There’s also an Accent Input which can add some dynamic juice to the VCO by patching in CV, and this input can also be used as an external input for another VCO or sound source by removing a jumper that’s in between the VCO and the filter, which takes the internal VCO out of the signal path. The jumper is placed in a circuit-bendy kind of way on the front of the module, and it’s a little odd—you don’t see jumpers on the front much—but it works fine and is an interesting way to add options without taking up too much space, but for the most part I found no need to un-jump/unhitch the VCO as the onboard VCO section is fine, and most of us have other synth voices for other sound sources. Another thing that’s interesting about this section of 107 is that the Input allows for more than the usual +5V and won’t clip at above that, which is what most modules do at this point. Patching in CV over +5V can send the sound into saturation via the Gain, and as such, amounts to a sort of a CVable distortion/boost, kind of a two-in-one deal, and it brings more animation and movement to a patch. It wasn’t hard to get the acidy sound this was designed for, a bit of patching here and tweaking there, and I can see why ADDAC changed their tune on this, but I thought I’d give 107 a whirl as a percussion source, since this what it was originally created to be. While I got decent enough kicks and some other percussive sounds, there’s no question that I wouldn’t use this module as anything but an acid source as it’s really quite enjoyable to easily pump out the squelch and twist a few knobs to bring out its full potential. I found that while mixing in another sound source obviously added to the impact on the resulting filter, I preferred 107 solo; adding more seemed to hide the essence of what makes it work so well.

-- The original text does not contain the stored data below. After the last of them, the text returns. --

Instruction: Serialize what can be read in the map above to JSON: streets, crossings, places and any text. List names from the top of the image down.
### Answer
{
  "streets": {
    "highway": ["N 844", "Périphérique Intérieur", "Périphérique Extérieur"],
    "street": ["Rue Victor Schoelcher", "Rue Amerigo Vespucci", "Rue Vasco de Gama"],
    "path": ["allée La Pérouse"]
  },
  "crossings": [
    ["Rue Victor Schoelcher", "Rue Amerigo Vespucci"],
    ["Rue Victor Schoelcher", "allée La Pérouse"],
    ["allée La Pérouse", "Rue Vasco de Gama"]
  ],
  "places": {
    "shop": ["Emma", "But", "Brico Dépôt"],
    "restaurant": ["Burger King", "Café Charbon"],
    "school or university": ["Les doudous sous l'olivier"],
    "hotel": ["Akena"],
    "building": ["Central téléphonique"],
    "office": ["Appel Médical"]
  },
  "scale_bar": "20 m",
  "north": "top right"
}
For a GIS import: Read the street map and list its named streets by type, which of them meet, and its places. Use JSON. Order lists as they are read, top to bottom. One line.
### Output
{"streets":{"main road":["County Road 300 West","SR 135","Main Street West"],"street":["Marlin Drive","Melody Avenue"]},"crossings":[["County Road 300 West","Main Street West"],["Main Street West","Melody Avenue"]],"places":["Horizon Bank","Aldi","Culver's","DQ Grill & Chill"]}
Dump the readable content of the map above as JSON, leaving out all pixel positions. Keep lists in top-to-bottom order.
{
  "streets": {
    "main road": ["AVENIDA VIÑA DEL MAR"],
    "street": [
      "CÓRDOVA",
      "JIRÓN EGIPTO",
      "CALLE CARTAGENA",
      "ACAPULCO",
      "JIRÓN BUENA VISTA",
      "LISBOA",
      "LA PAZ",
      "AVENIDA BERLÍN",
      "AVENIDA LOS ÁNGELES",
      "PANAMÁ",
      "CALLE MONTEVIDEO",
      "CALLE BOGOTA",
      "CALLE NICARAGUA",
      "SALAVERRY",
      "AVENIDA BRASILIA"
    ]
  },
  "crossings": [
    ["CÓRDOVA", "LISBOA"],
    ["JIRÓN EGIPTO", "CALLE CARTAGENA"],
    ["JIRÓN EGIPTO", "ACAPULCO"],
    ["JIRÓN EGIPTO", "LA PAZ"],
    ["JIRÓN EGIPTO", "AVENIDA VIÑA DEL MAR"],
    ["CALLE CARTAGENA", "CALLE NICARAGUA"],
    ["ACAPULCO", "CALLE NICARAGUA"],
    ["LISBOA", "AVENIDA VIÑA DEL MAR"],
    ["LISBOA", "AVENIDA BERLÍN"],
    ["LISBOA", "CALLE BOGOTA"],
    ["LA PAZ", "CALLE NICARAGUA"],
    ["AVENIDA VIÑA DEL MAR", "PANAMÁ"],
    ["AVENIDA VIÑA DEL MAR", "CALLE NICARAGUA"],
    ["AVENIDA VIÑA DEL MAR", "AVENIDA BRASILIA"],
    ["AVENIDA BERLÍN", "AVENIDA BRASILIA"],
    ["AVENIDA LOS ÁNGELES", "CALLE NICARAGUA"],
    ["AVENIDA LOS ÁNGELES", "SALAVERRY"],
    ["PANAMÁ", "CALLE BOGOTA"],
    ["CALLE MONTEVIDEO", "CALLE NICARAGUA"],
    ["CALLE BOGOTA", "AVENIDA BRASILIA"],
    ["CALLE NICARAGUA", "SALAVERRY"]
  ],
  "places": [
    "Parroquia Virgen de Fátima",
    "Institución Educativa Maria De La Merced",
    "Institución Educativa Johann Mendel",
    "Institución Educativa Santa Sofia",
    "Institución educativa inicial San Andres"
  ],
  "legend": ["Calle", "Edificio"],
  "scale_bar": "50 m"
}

107 has got some quirky flexibility options (the jumpers, that unmarked toggle), but it also highlights ADDAC’s working sensibilities; focused , somewhat whimsical, but always musical. There’s a sense of humor to this, they even put the ubiquitous smiley face on the bottom, but nothing lacking in the seriousness of sound and possibilities it delivers. This is also available as a full DIY kit, so if you like dropping acid—music, that is—the ADDAC107 has got you covered.